- _Data supplied_:

[Start of section]

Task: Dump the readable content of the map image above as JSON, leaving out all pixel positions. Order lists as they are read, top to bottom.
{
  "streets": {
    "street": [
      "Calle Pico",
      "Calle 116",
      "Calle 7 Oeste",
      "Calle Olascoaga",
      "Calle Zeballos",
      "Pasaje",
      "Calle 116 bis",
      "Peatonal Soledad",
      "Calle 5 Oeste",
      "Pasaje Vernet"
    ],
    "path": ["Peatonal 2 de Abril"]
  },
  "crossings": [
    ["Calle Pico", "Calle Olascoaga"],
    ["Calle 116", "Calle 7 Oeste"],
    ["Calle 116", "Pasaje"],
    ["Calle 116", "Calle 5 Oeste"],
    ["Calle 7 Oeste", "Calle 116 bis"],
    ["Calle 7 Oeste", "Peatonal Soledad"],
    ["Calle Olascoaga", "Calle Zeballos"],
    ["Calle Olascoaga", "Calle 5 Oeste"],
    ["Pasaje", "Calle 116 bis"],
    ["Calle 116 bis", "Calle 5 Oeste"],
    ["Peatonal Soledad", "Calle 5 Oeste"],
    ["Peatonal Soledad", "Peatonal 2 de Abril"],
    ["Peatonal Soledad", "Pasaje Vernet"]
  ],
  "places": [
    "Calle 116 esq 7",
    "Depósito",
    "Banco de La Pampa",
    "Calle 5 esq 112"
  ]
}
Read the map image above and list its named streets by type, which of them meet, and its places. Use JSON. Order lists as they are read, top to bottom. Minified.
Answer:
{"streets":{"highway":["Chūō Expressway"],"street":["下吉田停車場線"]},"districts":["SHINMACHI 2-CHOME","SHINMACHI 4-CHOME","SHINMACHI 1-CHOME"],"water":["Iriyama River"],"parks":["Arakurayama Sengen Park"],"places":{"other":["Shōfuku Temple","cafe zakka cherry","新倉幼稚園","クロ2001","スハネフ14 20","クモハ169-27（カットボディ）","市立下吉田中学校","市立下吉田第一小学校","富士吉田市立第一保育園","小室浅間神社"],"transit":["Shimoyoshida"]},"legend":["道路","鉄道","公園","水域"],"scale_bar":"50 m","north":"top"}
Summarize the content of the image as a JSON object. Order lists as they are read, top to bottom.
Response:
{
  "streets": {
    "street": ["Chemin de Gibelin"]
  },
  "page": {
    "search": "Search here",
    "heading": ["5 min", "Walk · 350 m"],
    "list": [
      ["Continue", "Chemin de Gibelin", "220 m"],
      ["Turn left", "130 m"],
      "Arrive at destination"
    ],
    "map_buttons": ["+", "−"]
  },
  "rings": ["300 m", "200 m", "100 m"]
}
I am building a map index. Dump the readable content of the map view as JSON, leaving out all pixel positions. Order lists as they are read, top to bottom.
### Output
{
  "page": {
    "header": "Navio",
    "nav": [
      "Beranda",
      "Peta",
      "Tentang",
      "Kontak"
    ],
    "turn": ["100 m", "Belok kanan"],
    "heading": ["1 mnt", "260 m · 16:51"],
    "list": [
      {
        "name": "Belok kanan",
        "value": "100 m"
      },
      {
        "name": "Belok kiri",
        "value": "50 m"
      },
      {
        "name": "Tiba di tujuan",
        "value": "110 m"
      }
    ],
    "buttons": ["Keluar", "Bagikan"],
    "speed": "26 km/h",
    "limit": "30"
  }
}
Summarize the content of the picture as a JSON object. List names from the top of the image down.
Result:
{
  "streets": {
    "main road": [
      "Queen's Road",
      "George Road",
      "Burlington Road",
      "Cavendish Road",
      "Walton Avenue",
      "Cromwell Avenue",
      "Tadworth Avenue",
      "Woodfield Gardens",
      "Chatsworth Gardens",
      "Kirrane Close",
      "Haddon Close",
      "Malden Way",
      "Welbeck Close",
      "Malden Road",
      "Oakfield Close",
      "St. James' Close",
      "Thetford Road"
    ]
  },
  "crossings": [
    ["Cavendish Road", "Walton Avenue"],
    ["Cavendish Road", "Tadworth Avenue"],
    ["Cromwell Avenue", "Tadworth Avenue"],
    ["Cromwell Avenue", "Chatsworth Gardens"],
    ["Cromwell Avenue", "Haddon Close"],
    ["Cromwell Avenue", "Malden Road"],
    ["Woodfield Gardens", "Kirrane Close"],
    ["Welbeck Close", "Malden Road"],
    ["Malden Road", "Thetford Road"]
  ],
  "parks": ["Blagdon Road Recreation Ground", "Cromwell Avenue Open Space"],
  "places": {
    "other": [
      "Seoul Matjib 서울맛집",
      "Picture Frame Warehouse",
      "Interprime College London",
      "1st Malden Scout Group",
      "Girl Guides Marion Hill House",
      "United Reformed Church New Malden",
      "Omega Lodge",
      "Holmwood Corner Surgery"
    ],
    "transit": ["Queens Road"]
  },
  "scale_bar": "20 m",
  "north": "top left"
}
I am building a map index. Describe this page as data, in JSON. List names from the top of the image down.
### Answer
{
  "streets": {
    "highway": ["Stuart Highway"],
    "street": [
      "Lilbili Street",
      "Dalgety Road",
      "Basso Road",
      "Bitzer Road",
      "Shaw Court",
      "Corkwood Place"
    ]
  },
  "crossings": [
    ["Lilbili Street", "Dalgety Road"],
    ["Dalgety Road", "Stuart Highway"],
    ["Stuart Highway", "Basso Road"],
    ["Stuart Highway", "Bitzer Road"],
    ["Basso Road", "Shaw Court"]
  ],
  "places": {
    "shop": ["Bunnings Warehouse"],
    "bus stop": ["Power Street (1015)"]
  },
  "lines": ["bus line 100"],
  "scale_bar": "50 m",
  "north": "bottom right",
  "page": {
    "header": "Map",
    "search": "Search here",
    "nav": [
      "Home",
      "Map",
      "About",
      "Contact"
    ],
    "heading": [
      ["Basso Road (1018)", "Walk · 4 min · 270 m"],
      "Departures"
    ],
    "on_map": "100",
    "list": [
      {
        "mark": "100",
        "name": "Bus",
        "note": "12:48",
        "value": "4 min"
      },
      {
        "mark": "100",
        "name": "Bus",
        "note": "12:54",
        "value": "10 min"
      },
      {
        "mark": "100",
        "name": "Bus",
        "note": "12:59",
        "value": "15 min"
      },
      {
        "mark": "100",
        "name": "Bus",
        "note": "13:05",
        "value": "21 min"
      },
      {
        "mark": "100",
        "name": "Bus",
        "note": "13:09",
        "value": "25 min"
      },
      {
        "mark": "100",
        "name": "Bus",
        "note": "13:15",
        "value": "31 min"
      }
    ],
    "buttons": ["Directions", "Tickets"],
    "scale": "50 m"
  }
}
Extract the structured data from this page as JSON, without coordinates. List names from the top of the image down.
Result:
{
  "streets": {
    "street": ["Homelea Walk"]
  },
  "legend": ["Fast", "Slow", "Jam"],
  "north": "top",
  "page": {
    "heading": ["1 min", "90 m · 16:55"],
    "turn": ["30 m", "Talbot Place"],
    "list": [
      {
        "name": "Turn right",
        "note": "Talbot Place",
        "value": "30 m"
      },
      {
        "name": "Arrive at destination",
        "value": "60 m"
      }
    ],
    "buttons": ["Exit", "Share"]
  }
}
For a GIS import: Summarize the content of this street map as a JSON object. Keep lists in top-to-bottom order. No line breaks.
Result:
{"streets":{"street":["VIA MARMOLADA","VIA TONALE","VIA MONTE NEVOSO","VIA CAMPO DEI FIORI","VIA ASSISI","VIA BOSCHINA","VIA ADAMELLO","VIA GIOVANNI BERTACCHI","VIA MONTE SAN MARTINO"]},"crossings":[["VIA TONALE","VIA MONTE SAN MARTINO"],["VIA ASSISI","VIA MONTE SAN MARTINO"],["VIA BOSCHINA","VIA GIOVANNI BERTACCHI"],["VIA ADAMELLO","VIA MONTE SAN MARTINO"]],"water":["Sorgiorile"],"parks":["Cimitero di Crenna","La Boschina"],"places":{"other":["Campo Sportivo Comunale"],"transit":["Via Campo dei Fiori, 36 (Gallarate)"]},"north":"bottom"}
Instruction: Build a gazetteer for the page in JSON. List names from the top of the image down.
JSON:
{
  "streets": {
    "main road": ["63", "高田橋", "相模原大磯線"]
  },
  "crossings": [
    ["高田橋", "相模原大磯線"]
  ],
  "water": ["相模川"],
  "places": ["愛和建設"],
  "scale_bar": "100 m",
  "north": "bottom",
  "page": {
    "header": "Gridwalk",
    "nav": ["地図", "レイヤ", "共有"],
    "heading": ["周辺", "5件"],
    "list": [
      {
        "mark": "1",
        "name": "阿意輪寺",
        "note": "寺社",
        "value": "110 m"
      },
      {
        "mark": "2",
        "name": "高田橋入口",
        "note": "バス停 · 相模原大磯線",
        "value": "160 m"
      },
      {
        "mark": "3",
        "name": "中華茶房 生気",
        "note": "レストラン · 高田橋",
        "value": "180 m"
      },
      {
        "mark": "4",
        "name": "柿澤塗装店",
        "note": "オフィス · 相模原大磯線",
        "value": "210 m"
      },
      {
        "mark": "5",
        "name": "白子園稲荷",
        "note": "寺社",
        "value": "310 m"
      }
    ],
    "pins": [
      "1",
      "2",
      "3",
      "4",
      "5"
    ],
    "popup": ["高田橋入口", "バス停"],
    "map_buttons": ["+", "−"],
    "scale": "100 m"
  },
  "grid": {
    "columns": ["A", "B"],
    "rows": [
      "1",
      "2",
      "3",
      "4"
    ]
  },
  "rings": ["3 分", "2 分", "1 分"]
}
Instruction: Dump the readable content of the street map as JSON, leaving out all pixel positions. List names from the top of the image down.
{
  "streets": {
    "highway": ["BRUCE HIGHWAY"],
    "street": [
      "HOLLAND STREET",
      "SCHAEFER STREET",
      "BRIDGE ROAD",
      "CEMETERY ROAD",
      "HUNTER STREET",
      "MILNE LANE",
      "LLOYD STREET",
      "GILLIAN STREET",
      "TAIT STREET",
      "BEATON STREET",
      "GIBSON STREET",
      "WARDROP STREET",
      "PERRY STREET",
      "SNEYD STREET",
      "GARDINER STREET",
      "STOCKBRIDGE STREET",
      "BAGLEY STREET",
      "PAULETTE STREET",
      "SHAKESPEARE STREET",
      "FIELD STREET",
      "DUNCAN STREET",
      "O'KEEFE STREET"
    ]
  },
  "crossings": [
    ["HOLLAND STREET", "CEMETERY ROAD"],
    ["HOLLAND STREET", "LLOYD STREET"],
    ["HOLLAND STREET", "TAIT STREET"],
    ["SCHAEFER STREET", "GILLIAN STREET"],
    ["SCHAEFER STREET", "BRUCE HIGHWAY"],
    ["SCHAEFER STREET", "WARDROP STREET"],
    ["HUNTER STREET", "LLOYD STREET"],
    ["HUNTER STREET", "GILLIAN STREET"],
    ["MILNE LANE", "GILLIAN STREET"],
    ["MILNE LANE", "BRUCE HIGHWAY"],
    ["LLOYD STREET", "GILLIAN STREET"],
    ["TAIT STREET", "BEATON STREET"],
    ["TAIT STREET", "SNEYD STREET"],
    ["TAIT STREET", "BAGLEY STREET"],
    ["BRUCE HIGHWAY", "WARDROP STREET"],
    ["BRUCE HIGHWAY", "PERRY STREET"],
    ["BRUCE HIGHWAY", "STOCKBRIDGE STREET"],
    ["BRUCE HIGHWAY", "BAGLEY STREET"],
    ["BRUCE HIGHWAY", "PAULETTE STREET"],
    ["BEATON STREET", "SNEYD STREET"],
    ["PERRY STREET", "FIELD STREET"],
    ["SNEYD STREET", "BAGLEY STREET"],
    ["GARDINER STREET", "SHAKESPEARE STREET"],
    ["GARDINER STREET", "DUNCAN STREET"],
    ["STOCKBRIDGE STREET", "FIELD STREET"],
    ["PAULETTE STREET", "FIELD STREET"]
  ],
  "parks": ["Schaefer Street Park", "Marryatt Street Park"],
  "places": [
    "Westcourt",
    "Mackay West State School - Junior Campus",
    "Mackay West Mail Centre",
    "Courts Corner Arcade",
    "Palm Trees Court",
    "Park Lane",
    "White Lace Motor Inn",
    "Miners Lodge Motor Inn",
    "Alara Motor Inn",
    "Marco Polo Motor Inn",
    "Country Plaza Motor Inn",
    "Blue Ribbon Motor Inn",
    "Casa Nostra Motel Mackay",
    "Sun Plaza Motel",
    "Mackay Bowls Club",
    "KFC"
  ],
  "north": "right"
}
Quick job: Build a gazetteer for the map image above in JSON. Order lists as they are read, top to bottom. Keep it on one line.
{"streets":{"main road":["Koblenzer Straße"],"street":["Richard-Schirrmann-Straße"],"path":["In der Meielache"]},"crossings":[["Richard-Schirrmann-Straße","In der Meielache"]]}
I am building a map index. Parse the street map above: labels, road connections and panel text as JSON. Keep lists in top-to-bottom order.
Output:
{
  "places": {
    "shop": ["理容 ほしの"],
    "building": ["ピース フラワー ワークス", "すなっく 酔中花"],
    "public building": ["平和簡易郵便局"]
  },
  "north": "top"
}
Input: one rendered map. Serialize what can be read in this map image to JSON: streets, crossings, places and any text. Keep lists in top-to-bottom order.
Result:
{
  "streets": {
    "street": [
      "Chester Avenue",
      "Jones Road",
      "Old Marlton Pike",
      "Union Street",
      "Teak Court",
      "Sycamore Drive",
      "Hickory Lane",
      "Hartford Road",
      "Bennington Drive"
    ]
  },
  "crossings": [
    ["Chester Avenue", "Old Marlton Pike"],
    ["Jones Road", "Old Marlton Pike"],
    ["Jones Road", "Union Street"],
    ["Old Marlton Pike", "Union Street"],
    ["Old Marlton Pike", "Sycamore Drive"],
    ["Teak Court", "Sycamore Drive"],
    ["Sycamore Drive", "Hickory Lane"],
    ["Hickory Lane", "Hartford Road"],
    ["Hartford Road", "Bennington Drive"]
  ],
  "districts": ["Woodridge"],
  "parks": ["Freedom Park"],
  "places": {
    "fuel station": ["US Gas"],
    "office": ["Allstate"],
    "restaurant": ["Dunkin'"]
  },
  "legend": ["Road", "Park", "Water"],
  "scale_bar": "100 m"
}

[End of section]

Search each line of the entries for the string "Arrive", then say how many lines have it. Reply with the number only.

2